▶ TASK TO COMPLETE
In the data below, which lines hold the word "Work"? Copy them.

Extracted data entries:
____

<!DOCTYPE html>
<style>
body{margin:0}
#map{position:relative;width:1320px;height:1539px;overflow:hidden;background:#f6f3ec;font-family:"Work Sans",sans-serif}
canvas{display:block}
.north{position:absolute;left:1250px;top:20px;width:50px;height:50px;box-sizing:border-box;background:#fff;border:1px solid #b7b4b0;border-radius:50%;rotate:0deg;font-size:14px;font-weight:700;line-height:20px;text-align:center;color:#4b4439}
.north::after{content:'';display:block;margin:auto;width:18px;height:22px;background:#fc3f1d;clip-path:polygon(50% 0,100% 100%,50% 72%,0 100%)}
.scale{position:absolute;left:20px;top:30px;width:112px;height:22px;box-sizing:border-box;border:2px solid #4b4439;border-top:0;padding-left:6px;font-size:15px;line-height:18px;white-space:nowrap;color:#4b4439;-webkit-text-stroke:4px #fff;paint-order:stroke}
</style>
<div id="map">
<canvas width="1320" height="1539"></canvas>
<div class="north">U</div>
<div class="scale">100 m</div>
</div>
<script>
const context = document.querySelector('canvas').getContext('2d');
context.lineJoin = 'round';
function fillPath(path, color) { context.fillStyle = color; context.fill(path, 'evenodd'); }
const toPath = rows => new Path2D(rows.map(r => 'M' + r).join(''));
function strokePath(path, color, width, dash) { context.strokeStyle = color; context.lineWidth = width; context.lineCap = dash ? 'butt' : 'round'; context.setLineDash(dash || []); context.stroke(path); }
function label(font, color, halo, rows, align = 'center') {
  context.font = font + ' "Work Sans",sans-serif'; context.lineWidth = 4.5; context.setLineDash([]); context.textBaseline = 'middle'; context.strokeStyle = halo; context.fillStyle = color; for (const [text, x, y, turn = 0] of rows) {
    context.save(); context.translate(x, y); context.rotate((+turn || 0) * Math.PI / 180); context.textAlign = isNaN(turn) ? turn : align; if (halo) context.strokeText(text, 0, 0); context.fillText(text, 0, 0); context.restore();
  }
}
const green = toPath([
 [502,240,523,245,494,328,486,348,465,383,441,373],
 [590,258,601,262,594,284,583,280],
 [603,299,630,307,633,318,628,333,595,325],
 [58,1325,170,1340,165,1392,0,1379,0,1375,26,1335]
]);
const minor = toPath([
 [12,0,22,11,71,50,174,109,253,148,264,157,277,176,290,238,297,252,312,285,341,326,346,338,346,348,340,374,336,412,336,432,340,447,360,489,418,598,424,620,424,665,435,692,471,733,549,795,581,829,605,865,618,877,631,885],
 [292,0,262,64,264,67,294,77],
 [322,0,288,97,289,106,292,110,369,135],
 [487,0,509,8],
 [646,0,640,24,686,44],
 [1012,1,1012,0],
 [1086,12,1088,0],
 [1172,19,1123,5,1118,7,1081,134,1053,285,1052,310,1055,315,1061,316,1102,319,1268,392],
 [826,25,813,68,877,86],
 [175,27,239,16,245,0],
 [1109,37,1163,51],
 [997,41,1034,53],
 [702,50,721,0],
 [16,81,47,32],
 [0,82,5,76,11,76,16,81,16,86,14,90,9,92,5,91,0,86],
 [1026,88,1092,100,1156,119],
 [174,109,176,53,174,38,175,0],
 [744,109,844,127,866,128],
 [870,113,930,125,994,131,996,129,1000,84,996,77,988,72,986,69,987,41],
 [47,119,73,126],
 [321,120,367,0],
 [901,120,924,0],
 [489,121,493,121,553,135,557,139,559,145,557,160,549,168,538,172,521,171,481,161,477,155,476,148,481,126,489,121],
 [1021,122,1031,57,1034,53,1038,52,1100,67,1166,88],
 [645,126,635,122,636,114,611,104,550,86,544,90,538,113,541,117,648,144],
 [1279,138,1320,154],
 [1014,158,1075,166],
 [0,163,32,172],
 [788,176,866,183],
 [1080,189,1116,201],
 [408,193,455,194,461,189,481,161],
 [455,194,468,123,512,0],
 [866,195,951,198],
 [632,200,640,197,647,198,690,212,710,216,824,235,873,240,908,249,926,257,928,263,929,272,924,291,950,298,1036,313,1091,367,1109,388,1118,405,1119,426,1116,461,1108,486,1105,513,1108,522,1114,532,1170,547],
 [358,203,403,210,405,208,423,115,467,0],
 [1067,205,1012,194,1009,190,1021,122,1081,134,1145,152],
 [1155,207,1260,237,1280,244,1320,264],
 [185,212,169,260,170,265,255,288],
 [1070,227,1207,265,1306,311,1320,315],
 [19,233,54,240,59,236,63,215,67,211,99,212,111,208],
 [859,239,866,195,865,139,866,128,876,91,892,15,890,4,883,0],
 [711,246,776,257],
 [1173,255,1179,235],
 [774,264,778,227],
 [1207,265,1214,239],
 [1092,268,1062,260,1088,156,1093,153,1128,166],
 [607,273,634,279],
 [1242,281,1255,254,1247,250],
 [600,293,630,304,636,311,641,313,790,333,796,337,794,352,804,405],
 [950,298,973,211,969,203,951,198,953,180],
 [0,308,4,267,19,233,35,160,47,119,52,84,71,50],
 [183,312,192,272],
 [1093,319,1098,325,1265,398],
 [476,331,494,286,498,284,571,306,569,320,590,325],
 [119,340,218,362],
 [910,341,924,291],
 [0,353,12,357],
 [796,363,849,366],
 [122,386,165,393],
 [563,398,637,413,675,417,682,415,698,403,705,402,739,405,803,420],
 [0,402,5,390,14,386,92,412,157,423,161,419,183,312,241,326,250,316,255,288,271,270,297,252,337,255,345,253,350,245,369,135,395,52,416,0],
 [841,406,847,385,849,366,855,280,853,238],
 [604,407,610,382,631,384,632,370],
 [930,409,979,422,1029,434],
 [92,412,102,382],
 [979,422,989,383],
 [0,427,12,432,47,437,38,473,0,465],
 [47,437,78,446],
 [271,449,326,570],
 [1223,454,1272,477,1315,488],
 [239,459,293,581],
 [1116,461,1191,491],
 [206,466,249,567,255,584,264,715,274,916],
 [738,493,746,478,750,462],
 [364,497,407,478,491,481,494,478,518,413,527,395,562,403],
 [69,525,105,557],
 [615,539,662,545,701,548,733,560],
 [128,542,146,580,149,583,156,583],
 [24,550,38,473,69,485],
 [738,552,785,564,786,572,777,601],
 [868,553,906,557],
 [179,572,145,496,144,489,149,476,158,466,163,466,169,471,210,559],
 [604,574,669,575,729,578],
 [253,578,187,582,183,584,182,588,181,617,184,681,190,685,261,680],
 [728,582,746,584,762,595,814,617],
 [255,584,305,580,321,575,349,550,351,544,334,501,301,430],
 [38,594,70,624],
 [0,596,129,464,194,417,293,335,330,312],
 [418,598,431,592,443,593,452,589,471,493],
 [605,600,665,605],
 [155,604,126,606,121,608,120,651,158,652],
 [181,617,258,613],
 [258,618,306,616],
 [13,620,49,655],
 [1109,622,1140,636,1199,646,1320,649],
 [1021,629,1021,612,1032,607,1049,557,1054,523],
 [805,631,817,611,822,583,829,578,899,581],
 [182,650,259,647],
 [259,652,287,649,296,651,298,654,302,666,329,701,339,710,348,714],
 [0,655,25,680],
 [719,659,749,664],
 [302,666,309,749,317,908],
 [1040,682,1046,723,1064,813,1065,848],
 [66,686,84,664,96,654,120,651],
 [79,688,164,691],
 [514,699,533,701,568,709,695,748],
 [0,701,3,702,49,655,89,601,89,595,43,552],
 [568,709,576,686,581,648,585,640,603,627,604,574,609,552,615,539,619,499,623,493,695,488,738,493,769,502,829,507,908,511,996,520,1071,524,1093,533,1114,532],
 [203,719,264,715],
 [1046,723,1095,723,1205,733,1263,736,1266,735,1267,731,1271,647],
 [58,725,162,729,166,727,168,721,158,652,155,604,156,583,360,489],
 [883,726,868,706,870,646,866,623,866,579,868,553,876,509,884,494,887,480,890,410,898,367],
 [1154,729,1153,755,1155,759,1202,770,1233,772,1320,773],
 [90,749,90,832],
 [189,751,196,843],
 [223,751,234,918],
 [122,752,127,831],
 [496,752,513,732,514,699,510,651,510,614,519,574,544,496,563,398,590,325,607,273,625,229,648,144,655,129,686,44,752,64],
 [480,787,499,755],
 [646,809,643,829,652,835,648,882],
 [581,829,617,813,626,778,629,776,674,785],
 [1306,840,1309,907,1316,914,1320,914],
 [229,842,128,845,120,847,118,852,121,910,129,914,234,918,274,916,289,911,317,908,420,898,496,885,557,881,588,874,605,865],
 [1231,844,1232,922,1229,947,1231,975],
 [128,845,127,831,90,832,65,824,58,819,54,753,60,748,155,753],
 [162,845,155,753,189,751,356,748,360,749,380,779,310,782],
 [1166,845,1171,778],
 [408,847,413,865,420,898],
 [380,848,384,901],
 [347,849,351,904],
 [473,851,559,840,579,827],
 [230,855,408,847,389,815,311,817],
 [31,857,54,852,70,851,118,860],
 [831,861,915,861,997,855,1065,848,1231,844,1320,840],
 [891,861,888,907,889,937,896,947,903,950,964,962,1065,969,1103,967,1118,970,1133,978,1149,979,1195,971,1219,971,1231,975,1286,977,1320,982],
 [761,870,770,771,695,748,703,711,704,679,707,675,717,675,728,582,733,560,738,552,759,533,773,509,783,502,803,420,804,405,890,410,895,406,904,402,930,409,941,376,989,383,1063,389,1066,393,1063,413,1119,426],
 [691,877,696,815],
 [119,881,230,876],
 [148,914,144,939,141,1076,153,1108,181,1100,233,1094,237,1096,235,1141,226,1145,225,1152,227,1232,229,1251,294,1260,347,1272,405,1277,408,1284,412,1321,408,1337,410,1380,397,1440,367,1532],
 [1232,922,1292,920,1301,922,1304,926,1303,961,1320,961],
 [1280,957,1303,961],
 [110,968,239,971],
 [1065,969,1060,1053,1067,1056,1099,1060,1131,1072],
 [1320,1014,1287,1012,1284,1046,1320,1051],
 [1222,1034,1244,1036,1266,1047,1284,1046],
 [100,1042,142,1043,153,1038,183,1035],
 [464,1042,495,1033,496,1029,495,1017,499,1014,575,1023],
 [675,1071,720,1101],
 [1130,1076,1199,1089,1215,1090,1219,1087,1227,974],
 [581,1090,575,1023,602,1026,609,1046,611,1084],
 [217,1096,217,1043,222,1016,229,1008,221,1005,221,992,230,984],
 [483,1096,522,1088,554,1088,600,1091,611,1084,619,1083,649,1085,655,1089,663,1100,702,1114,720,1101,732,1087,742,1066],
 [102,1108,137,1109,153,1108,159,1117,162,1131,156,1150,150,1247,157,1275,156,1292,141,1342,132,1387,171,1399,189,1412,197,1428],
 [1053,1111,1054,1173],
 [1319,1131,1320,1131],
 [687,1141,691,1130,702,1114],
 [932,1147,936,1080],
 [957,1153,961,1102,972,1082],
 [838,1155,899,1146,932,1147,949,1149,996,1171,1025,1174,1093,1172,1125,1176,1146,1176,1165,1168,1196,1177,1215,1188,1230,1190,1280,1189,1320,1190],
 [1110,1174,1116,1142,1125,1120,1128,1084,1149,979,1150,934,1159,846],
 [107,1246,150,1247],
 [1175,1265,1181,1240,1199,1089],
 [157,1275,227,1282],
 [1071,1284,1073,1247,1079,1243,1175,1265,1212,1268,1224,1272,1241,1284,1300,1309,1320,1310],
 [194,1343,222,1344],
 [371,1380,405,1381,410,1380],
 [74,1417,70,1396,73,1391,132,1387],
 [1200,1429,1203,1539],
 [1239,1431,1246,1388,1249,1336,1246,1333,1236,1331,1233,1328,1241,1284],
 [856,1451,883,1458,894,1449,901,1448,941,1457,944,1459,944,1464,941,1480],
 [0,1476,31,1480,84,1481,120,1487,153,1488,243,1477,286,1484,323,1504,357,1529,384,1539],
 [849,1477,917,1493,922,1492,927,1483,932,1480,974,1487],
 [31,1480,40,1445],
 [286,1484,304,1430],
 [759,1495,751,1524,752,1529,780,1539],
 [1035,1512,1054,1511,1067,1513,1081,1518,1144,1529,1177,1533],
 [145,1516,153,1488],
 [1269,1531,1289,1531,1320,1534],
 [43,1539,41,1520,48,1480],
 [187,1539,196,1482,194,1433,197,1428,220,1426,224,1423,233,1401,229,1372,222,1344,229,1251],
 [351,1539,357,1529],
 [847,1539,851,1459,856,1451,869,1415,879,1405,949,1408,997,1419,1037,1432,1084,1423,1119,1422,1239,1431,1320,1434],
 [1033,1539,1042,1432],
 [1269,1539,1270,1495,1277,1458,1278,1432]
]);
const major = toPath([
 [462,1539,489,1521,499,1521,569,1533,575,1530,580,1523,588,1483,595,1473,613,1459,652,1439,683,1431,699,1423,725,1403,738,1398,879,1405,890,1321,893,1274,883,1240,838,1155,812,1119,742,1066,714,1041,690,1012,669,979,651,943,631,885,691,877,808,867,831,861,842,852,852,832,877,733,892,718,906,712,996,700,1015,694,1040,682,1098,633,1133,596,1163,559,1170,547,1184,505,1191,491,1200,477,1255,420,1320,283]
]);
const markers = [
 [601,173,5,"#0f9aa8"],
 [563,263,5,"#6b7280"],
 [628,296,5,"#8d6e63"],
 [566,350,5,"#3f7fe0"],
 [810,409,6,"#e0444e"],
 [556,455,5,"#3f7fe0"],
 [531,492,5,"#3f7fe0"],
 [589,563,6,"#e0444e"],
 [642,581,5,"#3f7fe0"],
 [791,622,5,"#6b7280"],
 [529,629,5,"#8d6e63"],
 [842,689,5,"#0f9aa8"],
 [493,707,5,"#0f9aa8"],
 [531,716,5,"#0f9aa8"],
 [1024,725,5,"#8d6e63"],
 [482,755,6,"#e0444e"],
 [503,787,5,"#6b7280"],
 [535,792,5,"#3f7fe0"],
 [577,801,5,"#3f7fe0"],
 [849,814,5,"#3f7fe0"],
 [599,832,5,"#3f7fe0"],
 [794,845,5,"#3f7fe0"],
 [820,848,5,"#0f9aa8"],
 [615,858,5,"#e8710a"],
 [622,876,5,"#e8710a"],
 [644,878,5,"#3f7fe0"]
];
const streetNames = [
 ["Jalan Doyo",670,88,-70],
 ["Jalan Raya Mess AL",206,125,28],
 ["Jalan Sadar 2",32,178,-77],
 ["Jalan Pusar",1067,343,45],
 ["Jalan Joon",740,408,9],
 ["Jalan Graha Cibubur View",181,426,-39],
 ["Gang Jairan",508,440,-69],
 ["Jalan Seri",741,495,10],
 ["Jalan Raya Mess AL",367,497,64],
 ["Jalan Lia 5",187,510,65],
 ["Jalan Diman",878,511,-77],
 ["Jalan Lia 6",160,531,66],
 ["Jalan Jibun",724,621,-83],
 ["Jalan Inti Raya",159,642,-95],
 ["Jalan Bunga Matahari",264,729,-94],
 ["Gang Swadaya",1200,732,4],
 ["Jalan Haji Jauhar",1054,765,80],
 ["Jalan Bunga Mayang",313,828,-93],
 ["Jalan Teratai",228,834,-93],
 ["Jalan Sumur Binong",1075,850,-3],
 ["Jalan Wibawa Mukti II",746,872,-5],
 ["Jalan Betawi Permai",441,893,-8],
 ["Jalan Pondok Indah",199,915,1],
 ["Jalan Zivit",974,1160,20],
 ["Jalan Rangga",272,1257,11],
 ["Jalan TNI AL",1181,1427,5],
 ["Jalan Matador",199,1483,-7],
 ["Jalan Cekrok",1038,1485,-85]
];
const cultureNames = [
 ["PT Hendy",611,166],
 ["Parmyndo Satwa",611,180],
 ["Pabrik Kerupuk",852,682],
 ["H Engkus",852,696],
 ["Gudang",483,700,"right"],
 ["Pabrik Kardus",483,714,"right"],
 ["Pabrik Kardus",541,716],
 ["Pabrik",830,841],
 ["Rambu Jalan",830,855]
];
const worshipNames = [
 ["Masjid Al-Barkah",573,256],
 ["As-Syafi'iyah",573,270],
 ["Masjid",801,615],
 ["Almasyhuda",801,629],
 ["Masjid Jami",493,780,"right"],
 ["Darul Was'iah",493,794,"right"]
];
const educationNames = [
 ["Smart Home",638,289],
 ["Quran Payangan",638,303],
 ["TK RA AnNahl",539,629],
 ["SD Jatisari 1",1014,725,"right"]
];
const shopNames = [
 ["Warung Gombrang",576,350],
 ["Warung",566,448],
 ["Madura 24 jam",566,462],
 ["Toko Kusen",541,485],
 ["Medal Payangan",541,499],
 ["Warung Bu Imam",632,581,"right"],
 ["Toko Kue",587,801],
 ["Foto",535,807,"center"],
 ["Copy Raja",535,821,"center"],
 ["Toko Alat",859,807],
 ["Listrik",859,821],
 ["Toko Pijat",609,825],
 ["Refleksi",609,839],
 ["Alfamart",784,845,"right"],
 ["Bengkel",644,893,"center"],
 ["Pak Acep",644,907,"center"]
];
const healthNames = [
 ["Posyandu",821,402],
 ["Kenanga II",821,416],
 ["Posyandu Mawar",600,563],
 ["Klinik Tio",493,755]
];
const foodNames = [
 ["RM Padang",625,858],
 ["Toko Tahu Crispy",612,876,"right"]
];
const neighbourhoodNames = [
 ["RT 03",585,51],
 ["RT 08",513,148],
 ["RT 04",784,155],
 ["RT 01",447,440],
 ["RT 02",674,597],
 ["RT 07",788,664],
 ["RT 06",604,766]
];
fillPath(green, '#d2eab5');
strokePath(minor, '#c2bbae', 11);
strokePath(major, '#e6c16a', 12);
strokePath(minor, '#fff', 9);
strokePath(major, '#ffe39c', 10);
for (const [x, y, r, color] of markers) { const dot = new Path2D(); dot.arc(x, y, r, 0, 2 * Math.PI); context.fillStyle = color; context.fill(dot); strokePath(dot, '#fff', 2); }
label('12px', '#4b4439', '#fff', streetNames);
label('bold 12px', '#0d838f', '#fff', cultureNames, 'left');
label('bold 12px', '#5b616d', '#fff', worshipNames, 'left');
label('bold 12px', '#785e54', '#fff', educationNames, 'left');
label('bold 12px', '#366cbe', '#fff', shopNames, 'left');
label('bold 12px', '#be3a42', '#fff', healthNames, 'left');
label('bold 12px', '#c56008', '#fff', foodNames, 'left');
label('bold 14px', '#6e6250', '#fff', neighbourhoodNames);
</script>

____

▶ YOUR SOLUTION
#map{position:relative;width:1320px;height:1539px;overflow:hidden;background:#f6f3ec;font-family:"Work Sans",sans-serif}
  context.font = font + ' "Work Sans",sans-serif'; context.lineWidth = 4.5; context.setLineDash([]); context.textBaseline = 'middle'; context.strokeStyle = halo; context.fillStyle = color; for (const [text, x, y, turn = 0] of rows) {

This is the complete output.